This week’s entry: Waffles
What it’s about: Chicken and waffles, but without the chicken. The ubiquitous diner favorite has a surprisingly long and rich history, dating back nearly a thousand years.
Biggest controversy: Waffles are technically giant communion wafers. The prototypical waffle iron was the fer à hosties in the ninth century, an iron that would emboss wafers with images of the crucifixion. They were popular enough that people started eating them outside of church. Larger irons were made, with more abstract designs, but they were still called wafer irons (moule à oublies). Like communion wafers, the oublies were just flour and water. When soldiers returning from the Crusades brought back new ingredients, people started making more complicated oublies.

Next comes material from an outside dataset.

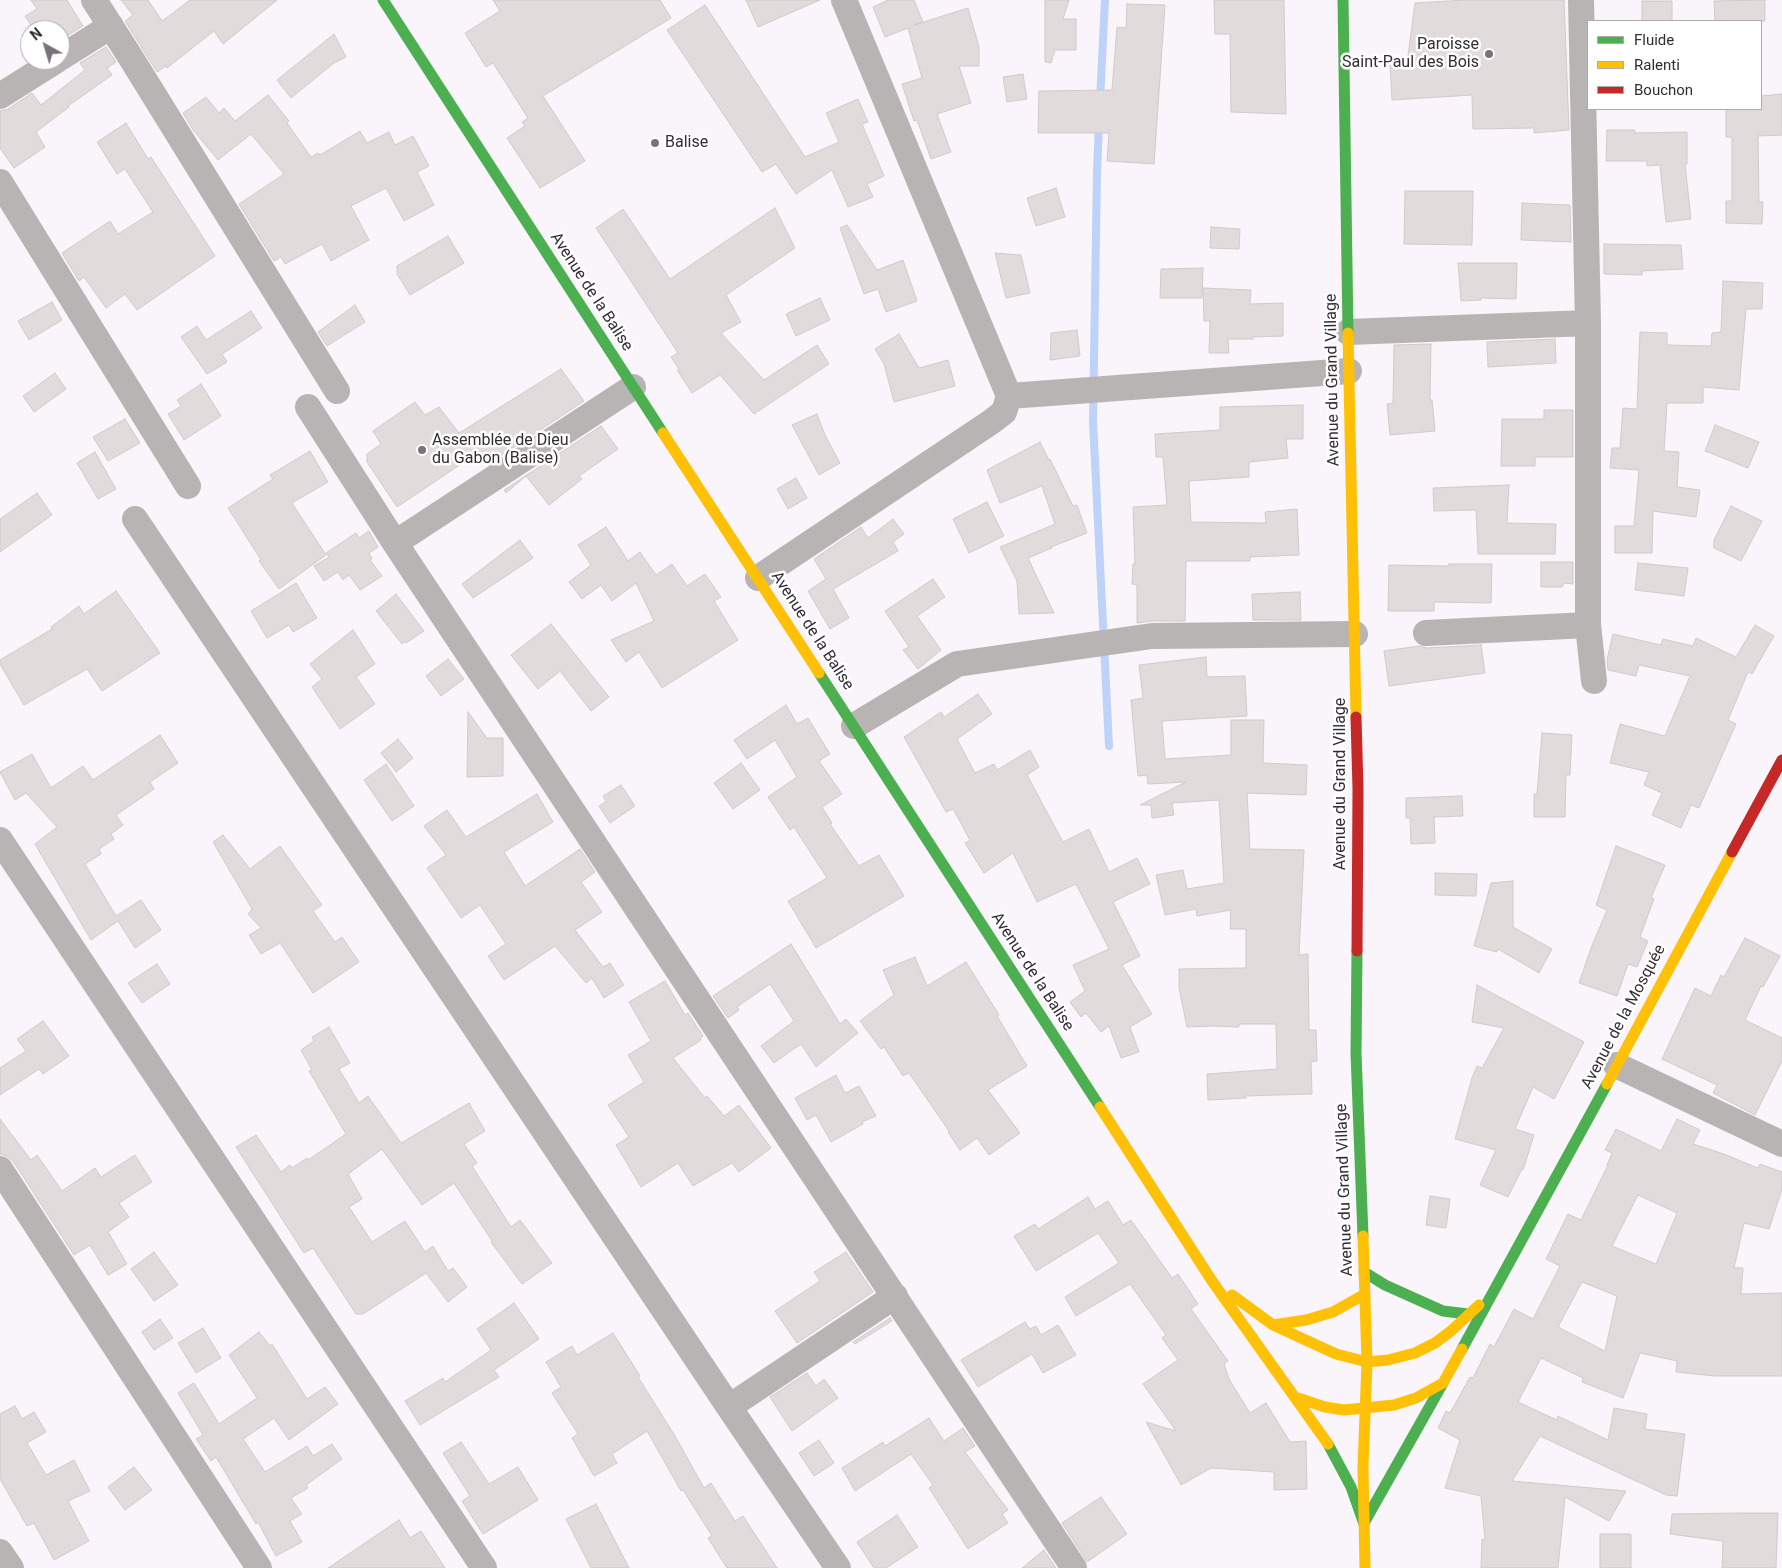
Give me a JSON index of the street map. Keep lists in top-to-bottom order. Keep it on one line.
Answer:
{"streets":{"street":["Avenue de la Balise","Avenue du Grand Village","Avenue de la Mosquée"]},"crossings":[["Avenue de la Balise","Avenue du Grand Village"],["Avenue de la Balise","Avenue de la Mosquée"],["Avenue du Grand Village","Avenue de la Mosquée"]],"places":["Paroisse Saint-Paul des Bois","Balise","Assemblée de Dieu du Gabon (Balise)"],"legend":["Fluide","Ralenti","Bouchon"],"north":"top left"}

Strangest fact: Waffle iron technology has hardly advanced through the centuries. A 14th-century manuscript, Le Ménagier De Paris (The Parisian Household Book), includes the first known waffle recipe (eggs, flour, salt, and wine), but also includes instructions on using the waffle iron itself. “[F]ill, little by little, two irons at a time with as much of the paste as a slice of cheese is large. Then close the iron and cook both sides.” More or less exactly the instructions you’d give today. The recipe even includes a note to coat the iron with oil so the waffles won’t stick.
Thing we were happiest to learn: The article contains the phrase “waffle legislation,” just as we hoped. The laws in question were passed by French monarch Charles IX, who passed a law in 1560 requiring waffle vendors to set up shop no less than 4 yards apart. That they were so thick on the ground is a testament to their popularity, as was the pure silver waffle iron Charles’ grandfather, Francois I, had cast for the palace kitchen, as he was apparently enamored of waffles. Wikipedia also tells us Charles took the throne in December of 1560, so the waffle legislation must have been one of his first orders of business. Now there’s a king with his priorities in order.

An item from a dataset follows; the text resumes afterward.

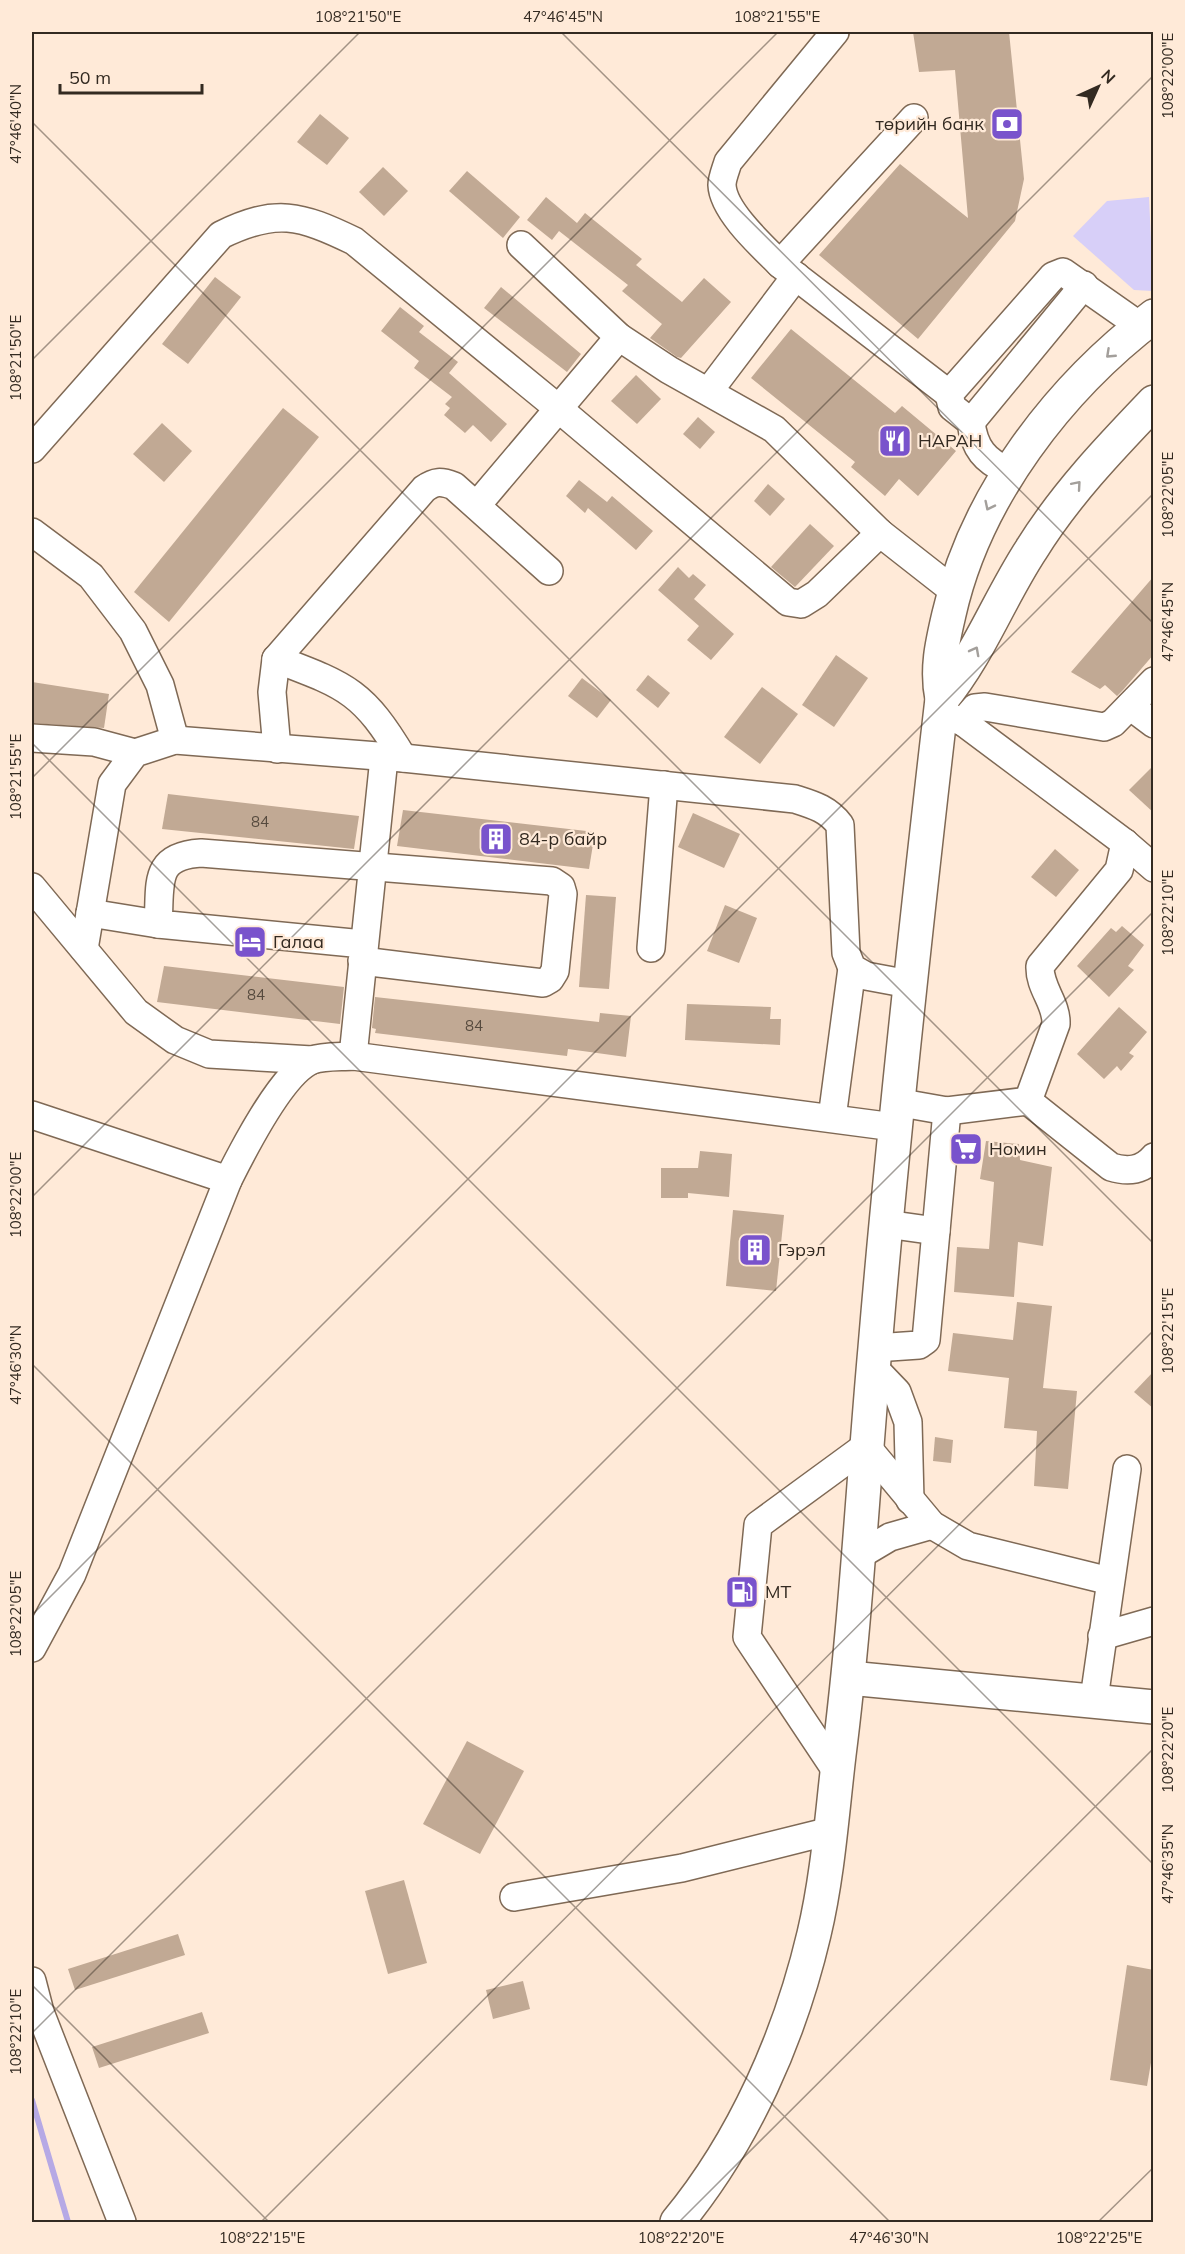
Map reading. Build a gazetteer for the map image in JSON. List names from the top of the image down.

Thing we were unhappiest to learn: Waffles got sweeter because of slavery. As late as the 17th century, the average waffle was sweetened with honey or not at all. Only the aristocracy could afford to sweeten with sugar, as in most parts of Europe, sugar was twice the cost of opium. By the 1700s, increased sugar production from Caribbean plantations cut prices in half, and sugar quickly became a standard waffle ingredient. The cost—that the extra sugar was harvested through brutal labor done by enslaved workers—was largely hidden from the European waffle consumer. In the 1800s, a British naval blockade stopped cane sugar from reaching the continent, but beet sugar had just been developed, dropping prices to a new low.

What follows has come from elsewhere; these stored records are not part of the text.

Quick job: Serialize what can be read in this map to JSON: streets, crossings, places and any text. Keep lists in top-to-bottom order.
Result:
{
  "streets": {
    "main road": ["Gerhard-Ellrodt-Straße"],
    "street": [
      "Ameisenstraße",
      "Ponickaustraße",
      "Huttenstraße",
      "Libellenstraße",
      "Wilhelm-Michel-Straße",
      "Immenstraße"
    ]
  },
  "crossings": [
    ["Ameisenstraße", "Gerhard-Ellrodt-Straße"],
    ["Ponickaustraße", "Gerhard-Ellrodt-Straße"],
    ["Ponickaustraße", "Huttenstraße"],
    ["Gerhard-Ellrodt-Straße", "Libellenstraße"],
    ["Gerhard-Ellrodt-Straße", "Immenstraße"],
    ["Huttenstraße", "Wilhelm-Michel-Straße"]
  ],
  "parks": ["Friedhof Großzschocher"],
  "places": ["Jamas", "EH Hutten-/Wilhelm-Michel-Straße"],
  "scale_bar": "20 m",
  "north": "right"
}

Also noteworthy: Several countries took turns as the waffle capital before Belgium claimed the title. Germany was the place to get waffles in the 18th century, as cooks experimented with ingredients like coffee and beer yeast. The French upped the ante by using egg whites and over a pound of butter in each batch (the oldest recipe still widely in use). It was the Dutch who took waffles to America, they quickly spread from New Amsterdam, and “wafel frolic” parties were popular in mid-18th century New Jersey.
Best link to elsewhere on Wikipedia: The page itself might be the best one on Wikipedia, simply because it includes waffle recipes (sans measurements, sadly) for waffle varieties from around the world. But if you’d rather not have to cook waffles yourself, there’s always Eggo, the frozen pre-made waffles introduced by the Dorsa brothers in 1953, which are a favorite of semi-feral telekinetic children everywhere, and still command 73% of the frozen waffle market.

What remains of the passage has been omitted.